■ Problem to solve: Search the entries for the word "ORCHARD" and copy each line that has it.

BEGIN Source records

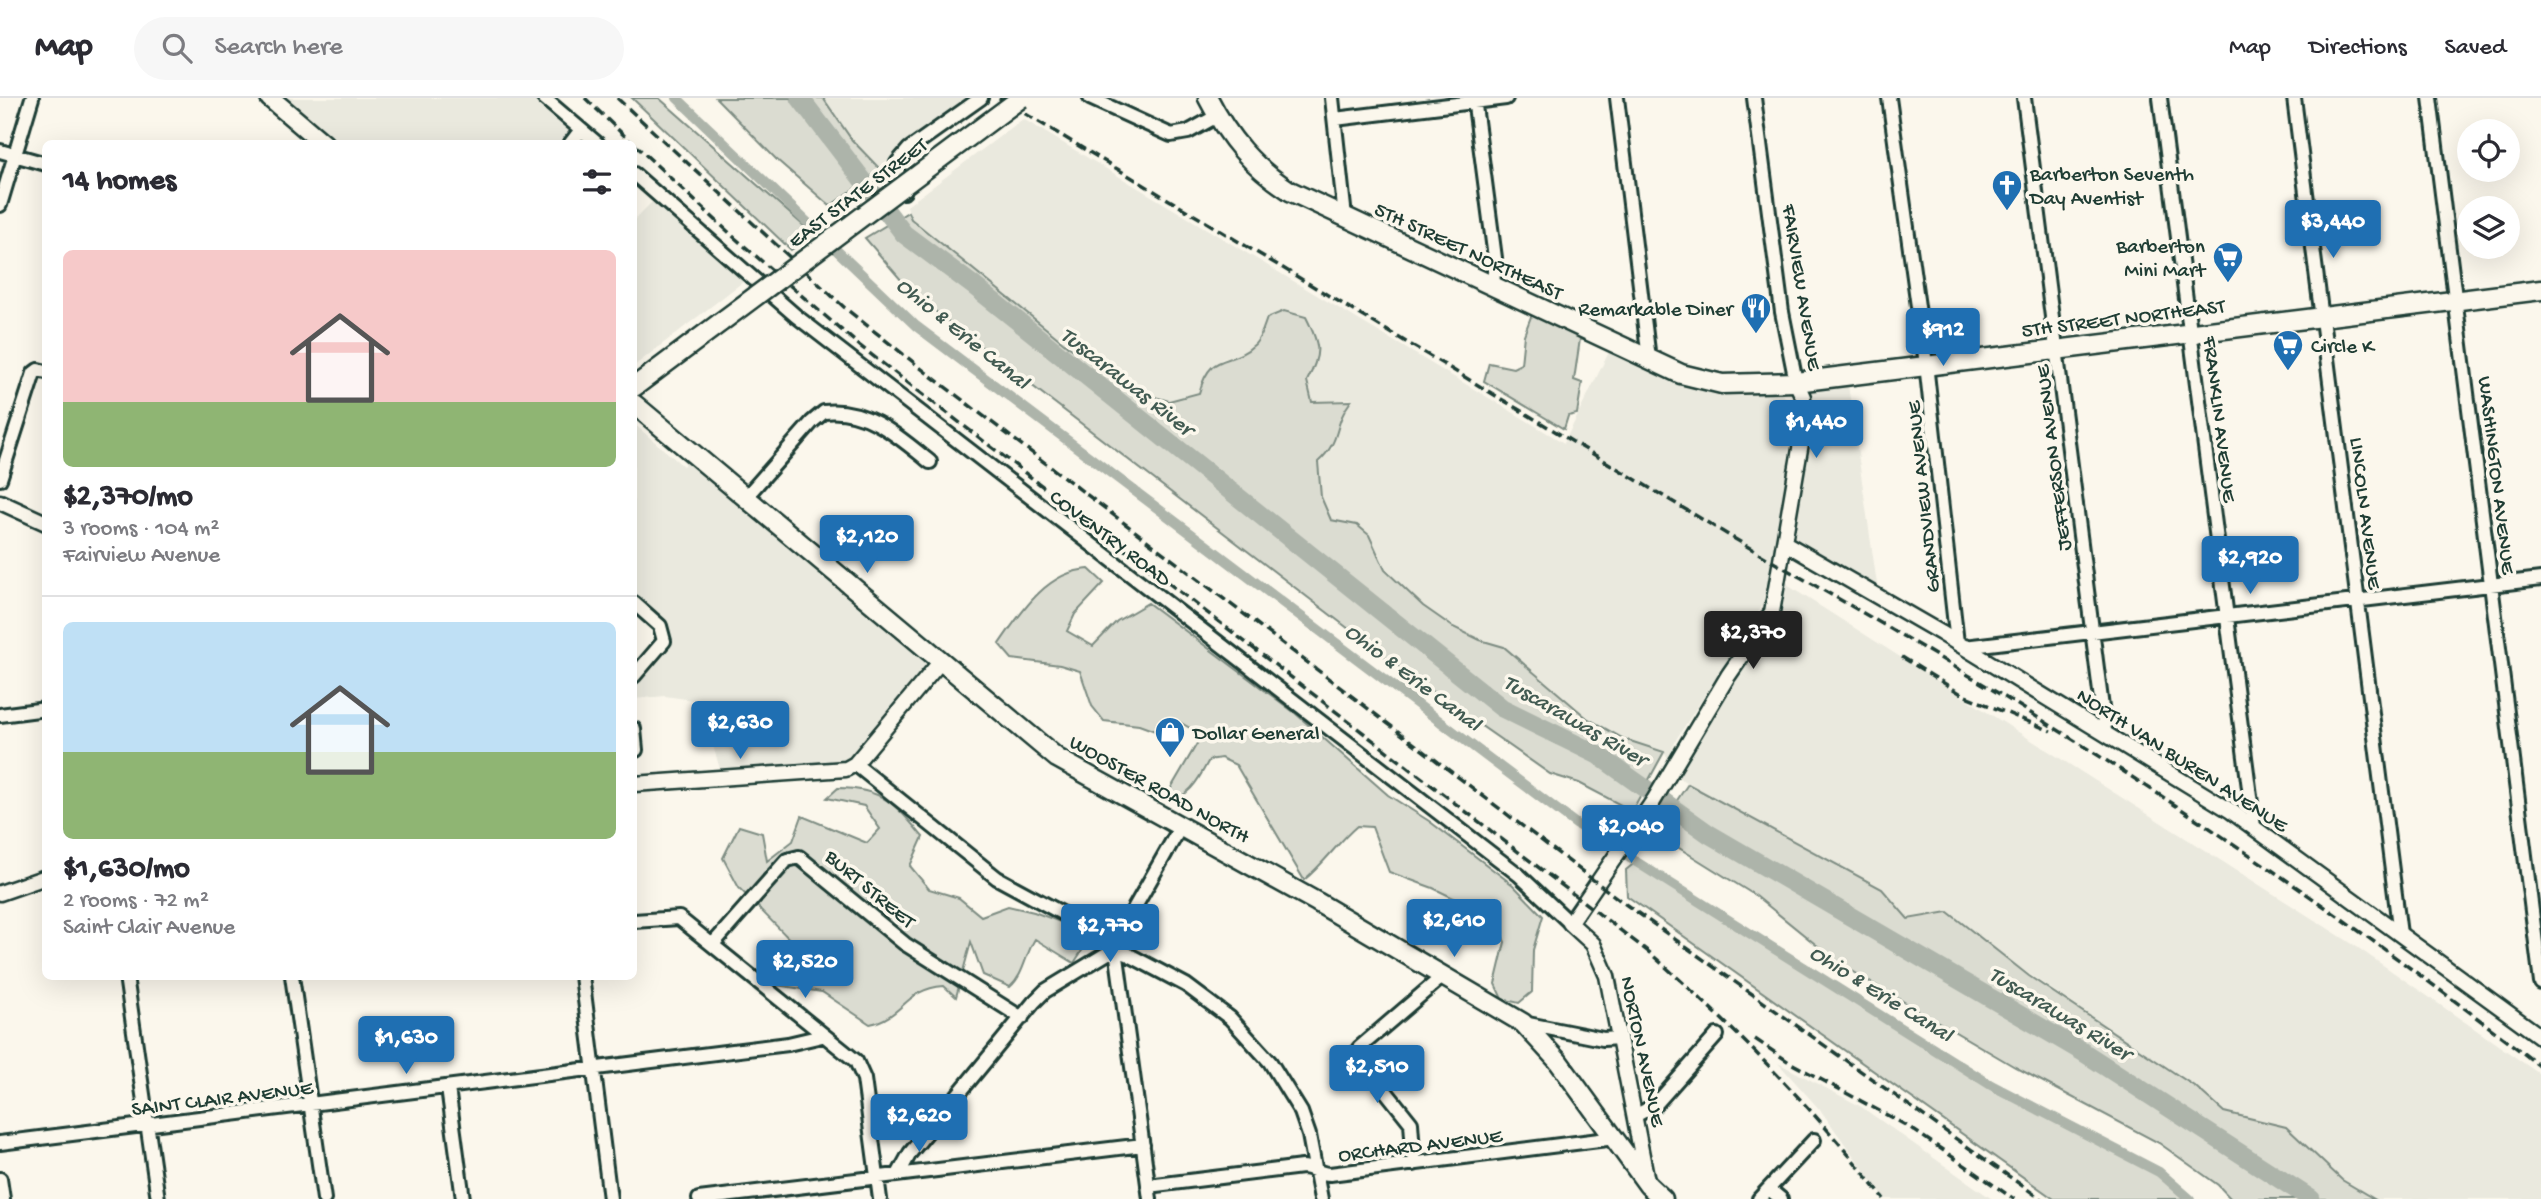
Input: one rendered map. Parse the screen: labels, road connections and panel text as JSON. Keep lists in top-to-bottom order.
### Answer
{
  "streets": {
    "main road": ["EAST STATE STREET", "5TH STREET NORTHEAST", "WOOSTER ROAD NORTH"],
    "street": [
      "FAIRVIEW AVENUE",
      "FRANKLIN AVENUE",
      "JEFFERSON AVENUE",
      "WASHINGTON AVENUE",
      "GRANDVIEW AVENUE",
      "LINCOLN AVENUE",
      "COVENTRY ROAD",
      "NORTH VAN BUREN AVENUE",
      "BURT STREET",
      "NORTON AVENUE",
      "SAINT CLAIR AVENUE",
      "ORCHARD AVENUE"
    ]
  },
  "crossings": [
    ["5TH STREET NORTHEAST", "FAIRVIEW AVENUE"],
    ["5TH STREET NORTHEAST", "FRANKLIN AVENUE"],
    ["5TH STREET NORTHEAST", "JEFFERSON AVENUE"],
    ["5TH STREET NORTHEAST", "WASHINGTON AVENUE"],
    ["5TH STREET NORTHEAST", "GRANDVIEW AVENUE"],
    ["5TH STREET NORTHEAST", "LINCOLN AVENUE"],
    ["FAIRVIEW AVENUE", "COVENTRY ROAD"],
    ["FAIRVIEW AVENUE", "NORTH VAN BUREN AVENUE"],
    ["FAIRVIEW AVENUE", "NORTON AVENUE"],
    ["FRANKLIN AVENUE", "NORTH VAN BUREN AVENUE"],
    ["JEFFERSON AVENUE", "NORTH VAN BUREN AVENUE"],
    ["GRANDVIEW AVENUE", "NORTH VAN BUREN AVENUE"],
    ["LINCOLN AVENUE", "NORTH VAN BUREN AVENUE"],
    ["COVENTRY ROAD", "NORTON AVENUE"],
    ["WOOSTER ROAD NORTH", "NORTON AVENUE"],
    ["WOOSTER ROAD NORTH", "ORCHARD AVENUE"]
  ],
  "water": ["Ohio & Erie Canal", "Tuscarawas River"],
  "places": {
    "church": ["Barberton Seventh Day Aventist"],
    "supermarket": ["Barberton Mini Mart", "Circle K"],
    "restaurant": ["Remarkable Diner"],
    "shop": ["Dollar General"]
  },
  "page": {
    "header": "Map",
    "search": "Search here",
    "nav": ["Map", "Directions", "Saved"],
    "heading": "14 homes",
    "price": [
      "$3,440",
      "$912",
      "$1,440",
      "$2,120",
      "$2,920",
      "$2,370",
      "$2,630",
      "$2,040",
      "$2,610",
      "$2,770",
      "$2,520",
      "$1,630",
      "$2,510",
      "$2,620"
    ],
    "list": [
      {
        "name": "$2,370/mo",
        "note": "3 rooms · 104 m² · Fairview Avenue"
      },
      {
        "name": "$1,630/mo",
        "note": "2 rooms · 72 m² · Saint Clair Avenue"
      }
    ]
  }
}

END Source records
BEGIN Source records

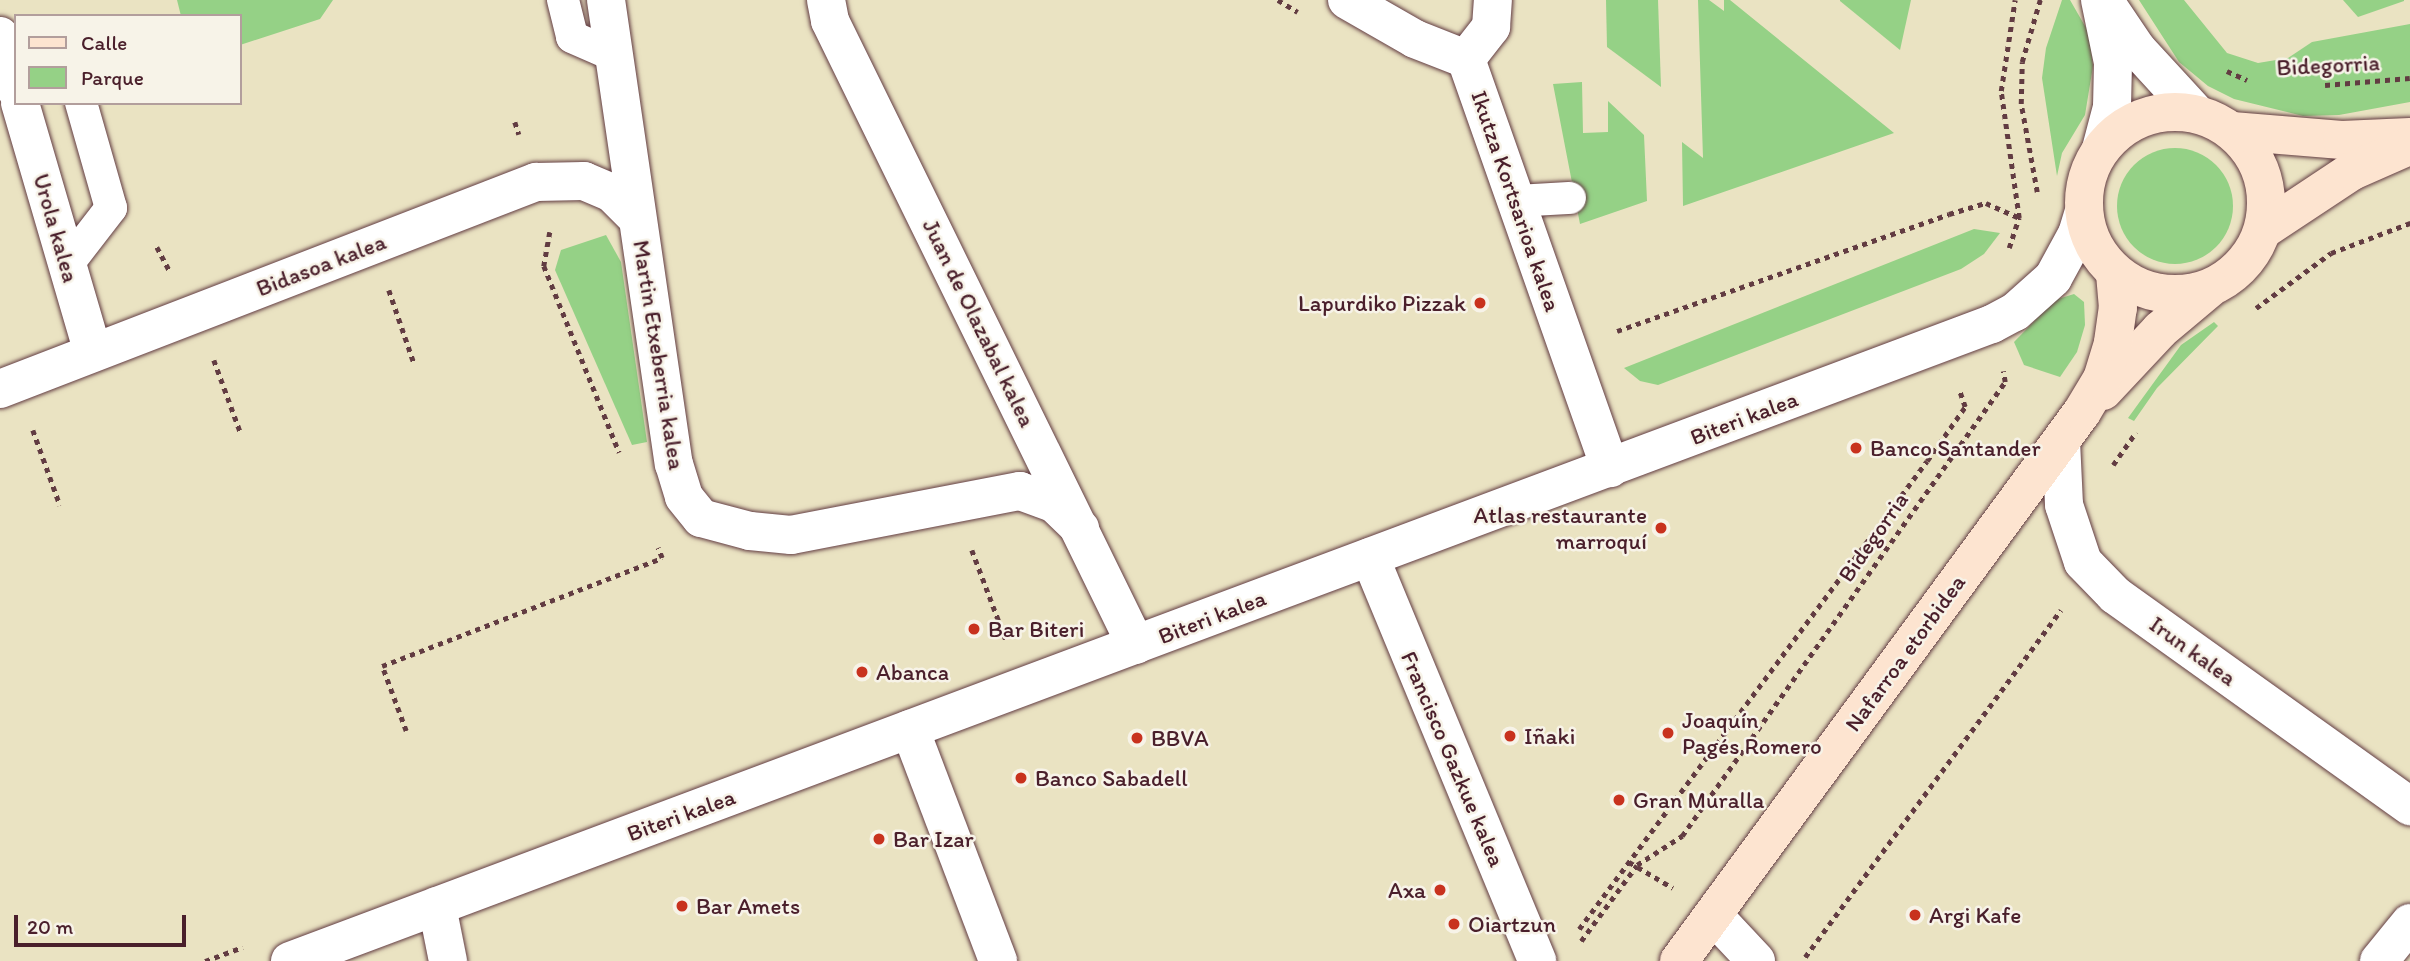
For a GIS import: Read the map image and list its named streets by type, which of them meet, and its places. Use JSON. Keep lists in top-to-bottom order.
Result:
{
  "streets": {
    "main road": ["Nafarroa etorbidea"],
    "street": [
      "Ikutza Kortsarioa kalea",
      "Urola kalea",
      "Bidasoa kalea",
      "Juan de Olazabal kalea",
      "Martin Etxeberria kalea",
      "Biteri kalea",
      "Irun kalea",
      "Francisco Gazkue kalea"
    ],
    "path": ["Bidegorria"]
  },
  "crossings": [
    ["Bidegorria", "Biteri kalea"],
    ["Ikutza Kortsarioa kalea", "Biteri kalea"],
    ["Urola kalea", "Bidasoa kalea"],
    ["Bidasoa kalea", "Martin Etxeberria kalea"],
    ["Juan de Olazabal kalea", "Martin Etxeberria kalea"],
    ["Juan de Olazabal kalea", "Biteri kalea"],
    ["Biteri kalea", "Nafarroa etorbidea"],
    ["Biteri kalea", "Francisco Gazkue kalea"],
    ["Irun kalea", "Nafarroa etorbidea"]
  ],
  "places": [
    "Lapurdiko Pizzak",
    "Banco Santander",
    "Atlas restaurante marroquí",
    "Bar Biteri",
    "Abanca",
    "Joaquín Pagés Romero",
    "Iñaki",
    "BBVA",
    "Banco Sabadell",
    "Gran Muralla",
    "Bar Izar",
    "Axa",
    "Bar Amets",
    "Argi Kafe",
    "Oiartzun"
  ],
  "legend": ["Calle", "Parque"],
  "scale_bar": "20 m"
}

END Source records

■ Task answer:
      "ORCHARD AVENUE"
    ["WOOSTER ROAD NORTH", "ORCHARD AVENUE"]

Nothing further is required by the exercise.